* **What the task asks**
Retype the records below exactly as they appear, but leave out any pictures.

Dataset entries:
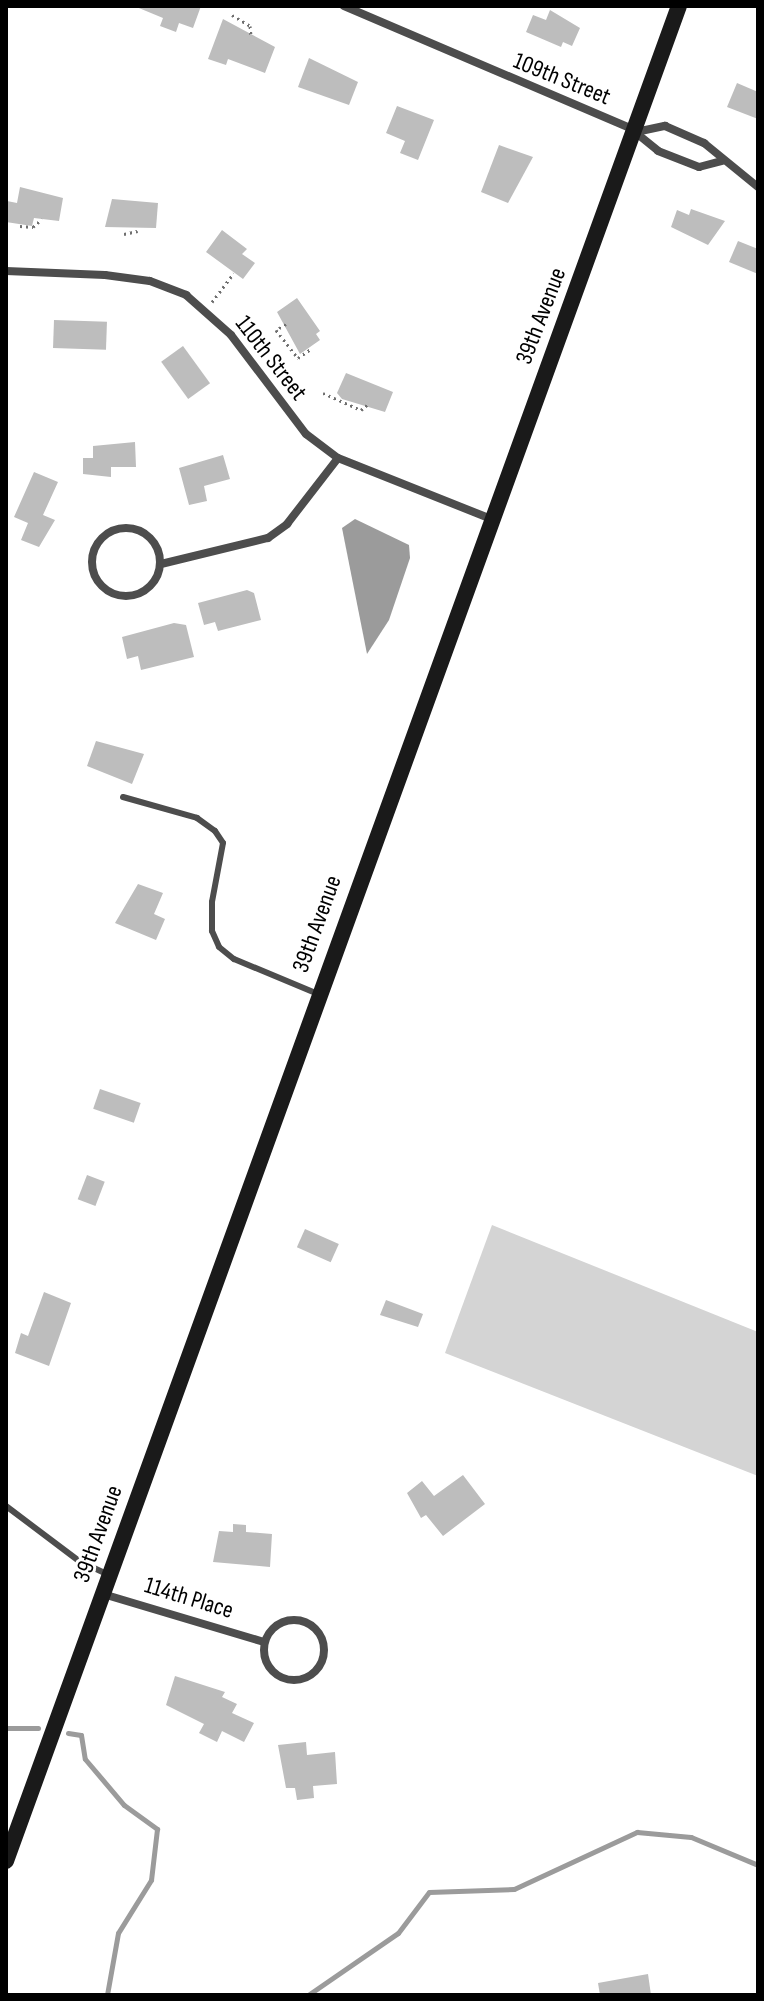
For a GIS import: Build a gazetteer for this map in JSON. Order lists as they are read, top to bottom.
{
  "streets": {
    "main road": ["39th Avenue"],
    "street": ["109th Street", "110th Street", "114th Place"]
  },
  "crossings": [
    ["109th Street", "39th Avenue"],
    ["39th Avenue", "110th Street"],
    ["39th Avenue", "114th Place"]
  ]
}
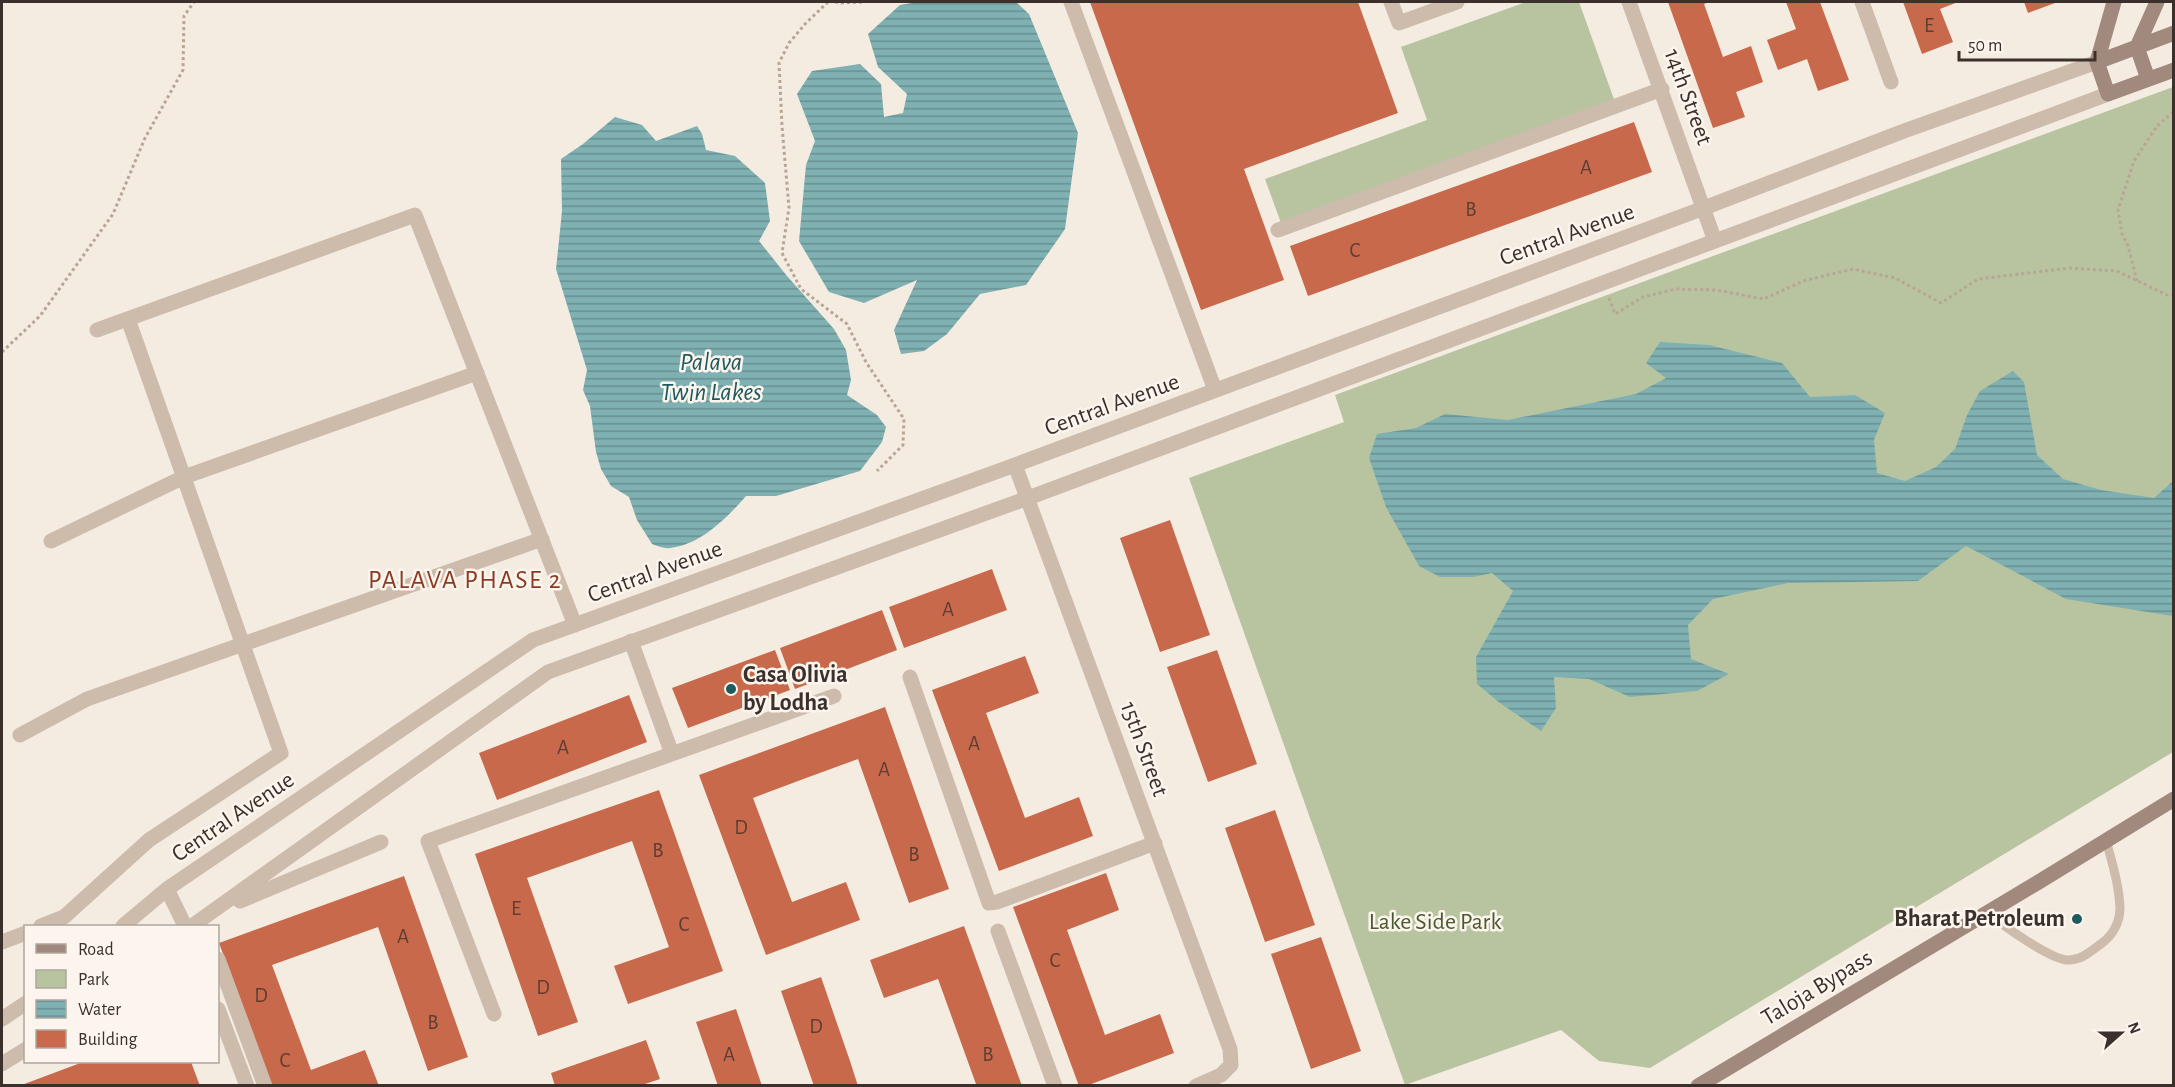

* **Response box**
For a GIS import: Build a gazetteer for this map in JSON. Order lists as they are read, top to bottom.
{
  "streets": {
    "main road": ["39th Avenue"],
    "street": ["109th Street", "110th Street", "114th Place"]
  },
  "crossings": [
    ["109th Street", "39th Avenue"],
    ["39th Avenue", "110th Street"],
    ["39th Avenue", "114th Place"]
  ]
}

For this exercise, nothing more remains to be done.